Exercise brief: Every line with the word "lines" in it should be extracted from the data that follows.

Segment Open

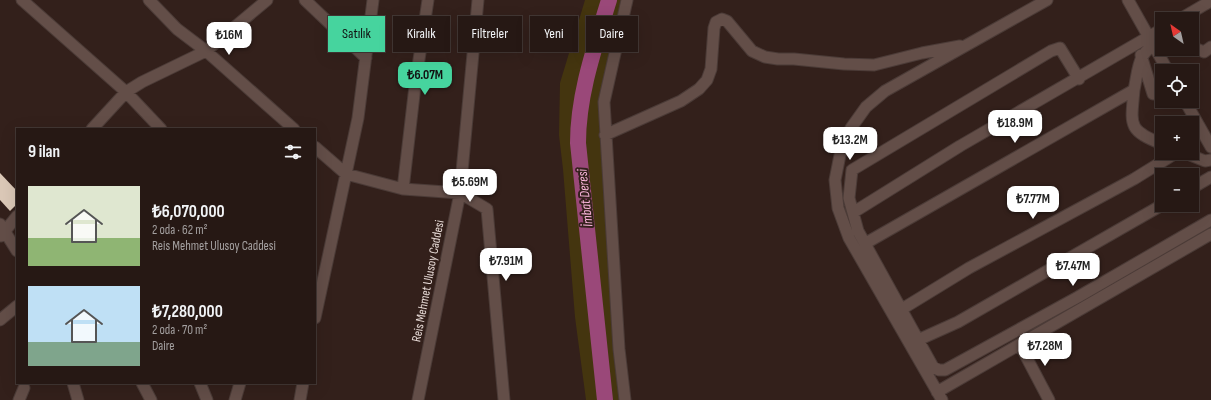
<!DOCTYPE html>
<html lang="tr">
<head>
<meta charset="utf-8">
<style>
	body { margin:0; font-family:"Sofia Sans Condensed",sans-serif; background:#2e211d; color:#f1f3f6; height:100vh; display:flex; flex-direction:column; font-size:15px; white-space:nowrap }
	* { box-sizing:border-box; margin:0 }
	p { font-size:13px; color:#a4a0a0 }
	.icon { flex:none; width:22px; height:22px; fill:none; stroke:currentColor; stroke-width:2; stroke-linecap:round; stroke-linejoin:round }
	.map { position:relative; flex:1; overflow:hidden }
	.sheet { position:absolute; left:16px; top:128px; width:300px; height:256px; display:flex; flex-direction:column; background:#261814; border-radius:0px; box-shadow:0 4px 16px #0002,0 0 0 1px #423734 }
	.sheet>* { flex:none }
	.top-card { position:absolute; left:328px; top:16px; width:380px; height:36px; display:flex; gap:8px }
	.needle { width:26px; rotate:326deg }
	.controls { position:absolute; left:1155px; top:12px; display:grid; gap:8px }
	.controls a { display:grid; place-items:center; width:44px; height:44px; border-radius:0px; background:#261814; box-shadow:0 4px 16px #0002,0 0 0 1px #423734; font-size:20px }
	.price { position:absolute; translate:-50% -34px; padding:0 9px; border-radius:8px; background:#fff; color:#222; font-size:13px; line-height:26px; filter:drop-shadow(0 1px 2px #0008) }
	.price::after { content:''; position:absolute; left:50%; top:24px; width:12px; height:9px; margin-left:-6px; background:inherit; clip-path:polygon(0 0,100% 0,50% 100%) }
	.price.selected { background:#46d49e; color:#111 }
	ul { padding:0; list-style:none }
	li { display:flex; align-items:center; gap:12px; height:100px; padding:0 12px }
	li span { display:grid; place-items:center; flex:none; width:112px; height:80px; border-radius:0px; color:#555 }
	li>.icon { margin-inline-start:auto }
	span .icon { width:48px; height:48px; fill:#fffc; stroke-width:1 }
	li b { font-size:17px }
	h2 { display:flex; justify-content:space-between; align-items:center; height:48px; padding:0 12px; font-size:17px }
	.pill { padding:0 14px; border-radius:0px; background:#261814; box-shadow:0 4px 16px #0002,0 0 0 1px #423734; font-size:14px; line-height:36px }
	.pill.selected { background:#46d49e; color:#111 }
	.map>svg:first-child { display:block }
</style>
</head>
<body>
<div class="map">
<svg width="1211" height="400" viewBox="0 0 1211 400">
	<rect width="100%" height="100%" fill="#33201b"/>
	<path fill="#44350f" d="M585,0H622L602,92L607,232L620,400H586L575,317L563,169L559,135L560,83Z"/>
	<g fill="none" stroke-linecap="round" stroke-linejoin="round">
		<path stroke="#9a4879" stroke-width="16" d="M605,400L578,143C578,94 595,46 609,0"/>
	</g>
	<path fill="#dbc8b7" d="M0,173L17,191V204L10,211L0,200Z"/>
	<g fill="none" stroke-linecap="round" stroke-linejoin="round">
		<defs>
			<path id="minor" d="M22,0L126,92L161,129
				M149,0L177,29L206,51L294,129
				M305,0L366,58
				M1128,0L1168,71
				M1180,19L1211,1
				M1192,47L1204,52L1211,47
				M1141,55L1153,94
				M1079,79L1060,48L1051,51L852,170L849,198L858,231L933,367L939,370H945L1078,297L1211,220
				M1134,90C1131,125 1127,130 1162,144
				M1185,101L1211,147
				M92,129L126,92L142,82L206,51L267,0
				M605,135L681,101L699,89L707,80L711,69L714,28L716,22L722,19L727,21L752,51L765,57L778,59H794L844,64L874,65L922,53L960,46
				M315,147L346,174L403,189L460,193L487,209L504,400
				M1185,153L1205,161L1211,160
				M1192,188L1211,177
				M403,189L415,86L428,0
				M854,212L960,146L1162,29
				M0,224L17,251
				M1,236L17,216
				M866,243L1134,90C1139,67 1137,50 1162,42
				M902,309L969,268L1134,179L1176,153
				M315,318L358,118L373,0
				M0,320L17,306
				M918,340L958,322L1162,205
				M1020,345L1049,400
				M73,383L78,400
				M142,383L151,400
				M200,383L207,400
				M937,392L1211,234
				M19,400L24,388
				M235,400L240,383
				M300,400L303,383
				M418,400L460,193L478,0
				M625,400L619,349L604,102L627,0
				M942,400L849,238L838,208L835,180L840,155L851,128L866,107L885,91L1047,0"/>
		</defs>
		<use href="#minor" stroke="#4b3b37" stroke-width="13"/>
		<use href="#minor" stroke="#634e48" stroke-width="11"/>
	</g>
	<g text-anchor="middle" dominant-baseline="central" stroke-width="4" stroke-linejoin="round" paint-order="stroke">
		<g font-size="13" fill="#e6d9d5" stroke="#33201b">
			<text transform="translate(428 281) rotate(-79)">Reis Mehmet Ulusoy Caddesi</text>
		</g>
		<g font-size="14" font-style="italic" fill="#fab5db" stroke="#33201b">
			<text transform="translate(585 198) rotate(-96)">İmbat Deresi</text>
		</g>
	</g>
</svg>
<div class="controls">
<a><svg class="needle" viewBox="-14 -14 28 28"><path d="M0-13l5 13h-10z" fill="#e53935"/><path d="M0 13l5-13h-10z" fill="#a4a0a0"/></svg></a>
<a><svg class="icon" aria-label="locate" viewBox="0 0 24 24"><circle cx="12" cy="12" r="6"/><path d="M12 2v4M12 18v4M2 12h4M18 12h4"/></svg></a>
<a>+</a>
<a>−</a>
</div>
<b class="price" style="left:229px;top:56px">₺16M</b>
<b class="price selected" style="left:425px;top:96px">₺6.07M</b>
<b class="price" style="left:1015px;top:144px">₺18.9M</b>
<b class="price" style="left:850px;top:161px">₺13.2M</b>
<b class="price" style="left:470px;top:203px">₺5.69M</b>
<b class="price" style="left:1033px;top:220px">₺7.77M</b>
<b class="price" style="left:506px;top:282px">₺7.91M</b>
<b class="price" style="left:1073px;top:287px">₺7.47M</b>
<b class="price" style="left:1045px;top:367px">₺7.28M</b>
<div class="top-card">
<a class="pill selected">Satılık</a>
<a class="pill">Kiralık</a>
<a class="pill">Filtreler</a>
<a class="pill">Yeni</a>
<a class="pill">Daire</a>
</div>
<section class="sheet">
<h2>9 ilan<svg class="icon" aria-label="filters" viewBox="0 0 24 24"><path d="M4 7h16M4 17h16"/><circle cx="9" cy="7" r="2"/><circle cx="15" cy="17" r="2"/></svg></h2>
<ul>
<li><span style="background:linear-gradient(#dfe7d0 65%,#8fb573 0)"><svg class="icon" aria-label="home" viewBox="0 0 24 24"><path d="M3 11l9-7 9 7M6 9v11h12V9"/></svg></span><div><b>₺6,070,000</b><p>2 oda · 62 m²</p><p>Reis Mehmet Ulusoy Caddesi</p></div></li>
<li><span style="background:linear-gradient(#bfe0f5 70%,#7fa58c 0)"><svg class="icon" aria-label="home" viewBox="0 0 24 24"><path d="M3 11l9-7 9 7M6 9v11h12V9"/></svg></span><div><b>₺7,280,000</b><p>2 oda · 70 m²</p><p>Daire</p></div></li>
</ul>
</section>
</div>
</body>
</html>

Segment Closed
Segment Open

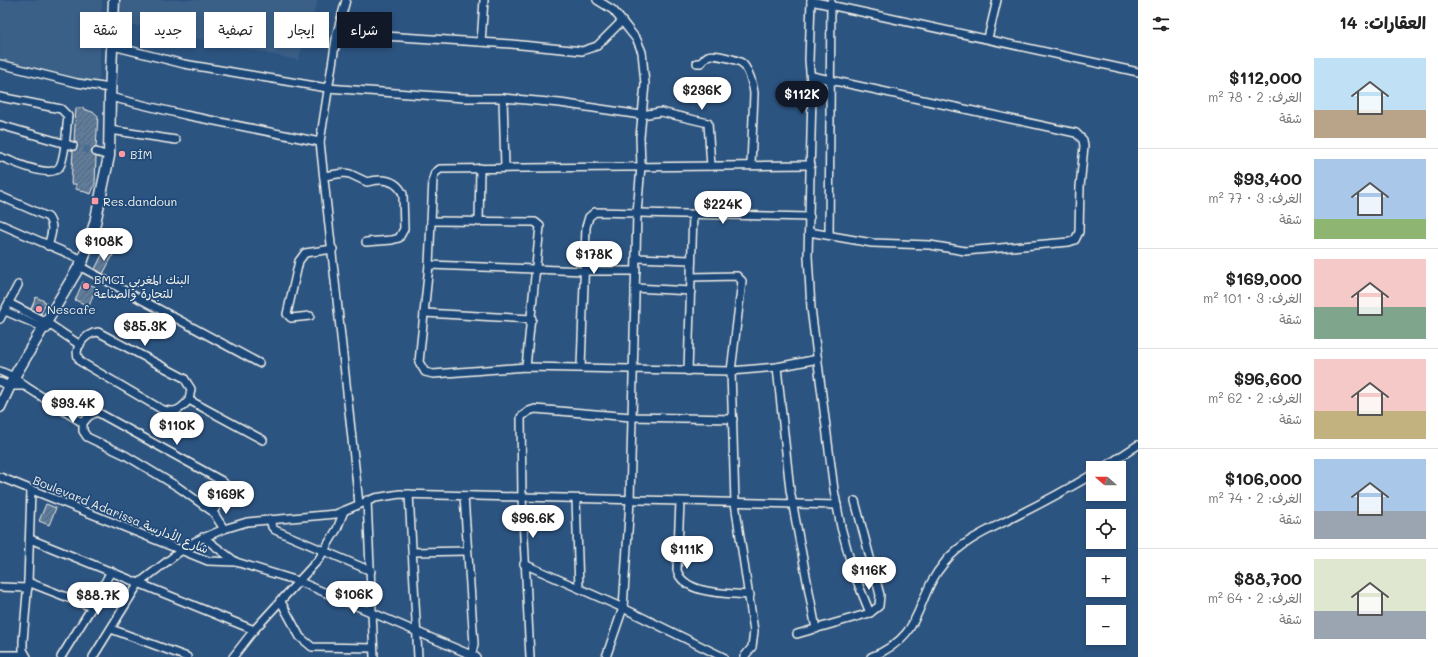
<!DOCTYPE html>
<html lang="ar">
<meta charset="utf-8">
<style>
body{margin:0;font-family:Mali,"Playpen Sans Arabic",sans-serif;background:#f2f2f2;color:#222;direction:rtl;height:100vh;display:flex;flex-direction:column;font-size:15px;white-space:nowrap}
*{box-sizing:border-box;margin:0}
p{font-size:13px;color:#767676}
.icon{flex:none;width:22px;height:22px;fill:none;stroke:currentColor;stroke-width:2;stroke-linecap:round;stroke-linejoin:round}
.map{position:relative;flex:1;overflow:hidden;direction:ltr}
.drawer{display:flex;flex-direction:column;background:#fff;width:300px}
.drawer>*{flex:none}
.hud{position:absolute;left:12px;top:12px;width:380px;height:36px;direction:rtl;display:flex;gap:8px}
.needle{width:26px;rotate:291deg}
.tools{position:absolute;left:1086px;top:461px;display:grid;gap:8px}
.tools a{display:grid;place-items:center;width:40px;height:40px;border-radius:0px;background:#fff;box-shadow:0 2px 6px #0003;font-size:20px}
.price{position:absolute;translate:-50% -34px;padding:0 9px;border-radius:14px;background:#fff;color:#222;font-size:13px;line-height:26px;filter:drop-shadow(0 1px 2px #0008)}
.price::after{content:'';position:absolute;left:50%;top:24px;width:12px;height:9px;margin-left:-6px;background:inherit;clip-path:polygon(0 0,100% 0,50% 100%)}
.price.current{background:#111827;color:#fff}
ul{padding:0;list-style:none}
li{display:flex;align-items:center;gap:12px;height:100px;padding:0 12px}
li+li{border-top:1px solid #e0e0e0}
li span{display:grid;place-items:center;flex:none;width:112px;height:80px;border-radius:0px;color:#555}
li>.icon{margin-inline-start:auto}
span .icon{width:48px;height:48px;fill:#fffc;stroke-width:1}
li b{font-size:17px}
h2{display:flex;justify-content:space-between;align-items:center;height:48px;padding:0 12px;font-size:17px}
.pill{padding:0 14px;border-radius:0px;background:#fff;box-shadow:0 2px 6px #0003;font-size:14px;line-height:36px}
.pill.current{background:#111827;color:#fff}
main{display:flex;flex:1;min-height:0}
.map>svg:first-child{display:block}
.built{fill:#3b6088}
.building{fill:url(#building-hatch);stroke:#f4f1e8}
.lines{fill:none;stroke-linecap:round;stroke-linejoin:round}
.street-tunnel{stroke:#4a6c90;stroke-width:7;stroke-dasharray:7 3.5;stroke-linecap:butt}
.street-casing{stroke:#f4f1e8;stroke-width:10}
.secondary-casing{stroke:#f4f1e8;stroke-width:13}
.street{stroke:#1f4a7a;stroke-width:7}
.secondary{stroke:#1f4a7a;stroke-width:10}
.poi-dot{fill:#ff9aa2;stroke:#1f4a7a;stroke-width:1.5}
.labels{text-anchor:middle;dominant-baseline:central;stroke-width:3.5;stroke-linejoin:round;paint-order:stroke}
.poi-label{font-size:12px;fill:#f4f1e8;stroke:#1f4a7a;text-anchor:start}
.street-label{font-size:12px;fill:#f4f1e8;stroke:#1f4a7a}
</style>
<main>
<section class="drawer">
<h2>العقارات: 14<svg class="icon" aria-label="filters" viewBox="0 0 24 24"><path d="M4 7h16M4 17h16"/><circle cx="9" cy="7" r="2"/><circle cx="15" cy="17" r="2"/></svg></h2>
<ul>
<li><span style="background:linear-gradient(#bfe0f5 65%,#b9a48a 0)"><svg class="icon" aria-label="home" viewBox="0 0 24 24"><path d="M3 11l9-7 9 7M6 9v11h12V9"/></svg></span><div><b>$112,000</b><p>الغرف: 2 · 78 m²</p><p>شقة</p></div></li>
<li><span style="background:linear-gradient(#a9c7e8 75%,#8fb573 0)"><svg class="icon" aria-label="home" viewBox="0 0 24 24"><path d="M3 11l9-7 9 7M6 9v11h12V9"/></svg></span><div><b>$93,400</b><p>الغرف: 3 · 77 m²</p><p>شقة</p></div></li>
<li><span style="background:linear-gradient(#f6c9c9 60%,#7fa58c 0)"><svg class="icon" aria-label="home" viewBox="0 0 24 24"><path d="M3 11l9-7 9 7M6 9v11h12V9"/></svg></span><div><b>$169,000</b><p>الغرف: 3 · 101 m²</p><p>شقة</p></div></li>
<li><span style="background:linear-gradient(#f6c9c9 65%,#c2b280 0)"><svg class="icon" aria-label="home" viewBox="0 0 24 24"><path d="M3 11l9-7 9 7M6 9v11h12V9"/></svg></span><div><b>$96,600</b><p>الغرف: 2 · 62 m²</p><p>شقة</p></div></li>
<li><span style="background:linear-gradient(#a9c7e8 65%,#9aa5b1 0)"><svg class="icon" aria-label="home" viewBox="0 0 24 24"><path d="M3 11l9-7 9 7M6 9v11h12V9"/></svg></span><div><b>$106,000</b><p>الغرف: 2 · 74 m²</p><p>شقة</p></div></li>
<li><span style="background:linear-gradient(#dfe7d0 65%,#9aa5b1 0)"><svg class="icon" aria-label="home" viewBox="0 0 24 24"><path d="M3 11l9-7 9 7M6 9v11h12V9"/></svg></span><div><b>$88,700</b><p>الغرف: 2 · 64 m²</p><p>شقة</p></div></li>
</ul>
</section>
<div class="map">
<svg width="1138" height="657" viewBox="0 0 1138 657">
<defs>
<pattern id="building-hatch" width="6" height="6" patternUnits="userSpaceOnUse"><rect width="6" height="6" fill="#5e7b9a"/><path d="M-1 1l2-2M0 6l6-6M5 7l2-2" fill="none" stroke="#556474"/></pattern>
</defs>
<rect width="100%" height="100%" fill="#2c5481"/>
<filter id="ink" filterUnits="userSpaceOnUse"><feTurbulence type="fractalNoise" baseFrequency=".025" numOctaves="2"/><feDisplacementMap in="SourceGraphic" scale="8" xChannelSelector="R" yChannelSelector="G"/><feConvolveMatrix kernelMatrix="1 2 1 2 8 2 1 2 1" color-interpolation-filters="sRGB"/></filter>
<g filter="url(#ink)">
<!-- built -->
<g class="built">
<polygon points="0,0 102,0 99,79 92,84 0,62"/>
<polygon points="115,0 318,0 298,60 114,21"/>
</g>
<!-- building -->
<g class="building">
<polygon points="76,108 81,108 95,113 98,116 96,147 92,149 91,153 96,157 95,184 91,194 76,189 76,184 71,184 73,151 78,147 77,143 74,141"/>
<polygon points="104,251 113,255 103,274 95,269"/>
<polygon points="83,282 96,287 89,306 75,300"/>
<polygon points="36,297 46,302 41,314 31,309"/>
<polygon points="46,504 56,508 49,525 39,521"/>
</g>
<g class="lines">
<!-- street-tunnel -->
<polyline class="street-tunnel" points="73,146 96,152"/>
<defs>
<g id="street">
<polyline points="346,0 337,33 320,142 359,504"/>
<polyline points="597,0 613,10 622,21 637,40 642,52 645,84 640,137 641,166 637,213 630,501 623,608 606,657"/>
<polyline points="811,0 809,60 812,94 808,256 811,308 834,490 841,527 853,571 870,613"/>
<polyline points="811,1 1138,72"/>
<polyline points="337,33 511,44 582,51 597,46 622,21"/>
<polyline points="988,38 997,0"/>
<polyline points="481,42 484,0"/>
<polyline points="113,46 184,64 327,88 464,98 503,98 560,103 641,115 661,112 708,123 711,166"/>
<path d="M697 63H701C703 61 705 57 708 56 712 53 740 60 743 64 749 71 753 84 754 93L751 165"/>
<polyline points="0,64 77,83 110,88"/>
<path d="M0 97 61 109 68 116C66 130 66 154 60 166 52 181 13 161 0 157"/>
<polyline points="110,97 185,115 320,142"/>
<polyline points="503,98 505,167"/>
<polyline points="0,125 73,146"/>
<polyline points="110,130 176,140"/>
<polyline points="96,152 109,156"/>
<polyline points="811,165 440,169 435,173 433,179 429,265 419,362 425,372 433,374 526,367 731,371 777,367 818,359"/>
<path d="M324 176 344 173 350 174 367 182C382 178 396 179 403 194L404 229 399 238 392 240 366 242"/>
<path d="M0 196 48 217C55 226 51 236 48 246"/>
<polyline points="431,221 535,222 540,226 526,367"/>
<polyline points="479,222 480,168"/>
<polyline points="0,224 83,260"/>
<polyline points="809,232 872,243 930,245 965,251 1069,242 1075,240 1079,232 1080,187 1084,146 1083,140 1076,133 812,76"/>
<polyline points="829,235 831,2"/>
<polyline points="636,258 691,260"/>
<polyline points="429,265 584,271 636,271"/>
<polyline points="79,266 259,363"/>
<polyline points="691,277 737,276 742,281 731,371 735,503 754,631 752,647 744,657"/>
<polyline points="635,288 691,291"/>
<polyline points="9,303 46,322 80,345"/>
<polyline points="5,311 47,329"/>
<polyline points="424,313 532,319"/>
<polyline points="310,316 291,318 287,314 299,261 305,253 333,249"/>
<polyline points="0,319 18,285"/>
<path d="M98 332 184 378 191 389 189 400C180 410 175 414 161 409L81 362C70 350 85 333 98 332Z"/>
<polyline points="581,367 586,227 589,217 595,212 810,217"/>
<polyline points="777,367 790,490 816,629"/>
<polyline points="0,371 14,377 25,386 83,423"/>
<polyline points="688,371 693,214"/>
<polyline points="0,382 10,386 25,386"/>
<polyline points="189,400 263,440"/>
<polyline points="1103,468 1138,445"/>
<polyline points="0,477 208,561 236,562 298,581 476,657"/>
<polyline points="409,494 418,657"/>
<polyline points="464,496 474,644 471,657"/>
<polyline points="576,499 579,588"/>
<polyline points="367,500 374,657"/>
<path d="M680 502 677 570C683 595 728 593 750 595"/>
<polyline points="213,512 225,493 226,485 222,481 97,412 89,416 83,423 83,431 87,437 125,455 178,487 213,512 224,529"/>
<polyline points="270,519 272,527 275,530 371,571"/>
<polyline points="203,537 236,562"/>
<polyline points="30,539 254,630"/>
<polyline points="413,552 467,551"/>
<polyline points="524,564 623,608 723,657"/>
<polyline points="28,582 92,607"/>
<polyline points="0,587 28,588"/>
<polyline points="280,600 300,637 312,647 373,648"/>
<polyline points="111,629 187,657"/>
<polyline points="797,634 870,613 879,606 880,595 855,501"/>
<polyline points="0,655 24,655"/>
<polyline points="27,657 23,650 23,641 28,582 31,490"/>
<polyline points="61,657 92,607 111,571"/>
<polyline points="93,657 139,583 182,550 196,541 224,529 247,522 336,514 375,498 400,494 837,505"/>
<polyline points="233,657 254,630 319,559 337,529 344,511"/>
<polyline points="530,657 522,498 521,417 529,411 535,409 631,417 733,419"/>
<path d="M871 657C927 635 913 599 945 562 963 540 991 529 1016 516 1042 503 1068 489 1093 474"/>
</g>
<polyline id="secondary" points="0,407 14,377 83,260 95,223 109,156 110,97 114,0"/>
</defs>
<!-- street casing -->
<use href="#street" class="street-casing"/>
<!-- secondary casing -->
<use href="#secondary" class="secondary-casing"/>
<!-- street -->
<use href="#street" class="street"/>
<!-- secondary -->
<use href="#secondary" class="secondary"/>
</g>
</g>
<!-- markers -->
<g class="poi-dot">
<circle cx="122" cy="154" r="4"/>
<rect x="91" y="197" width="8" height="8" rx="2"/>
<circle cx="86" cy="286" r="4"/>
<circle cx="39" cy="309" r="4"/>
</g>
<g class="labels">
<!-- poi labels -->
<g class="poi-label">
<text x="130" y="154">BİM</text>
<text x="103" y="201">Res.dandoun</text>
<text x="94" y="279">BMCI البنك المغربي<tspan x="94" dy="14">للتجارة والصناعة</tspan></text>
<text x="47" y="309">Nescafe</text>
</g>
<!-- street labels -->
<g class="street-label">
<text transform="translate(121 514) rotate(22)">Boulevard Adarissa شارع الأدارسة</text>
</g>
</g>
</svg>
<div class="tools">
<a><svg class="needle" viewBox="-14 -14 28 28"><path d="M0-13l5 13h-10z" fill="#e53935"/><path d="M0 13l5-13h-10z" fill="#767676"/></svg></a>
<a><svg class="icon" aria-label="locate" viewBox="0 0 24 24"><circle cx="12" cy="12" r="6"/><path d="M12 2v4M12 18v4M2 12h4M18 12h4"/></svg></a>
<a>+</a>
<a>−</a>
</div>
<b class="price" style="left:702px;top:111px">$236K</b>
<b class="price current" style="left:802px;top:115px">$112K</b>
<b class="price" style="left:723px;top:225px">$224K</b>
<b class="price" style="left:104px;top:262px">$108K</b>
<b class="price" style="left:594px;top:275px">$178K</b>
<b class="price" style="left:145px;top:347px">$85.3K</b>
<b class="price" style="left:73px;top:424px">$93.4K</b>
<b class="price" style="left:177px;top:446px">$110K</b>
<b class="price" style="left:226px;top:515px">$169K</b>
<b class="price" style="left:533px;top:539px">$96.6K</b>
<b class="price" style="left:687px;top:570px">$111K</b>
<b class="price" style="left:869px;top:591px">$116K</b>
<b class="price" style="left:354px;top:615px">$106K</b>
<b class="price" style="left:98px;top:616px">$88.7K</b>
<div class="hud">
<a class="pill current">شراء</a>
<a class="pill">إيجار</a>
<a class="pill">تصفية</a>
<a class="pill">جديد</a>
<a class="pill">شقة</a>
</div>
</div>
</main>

Segment Closed

Output for this exercise:
.lines{fill:none;stroke-linecap:round;stroke-linejoin:round}
<g class="lines">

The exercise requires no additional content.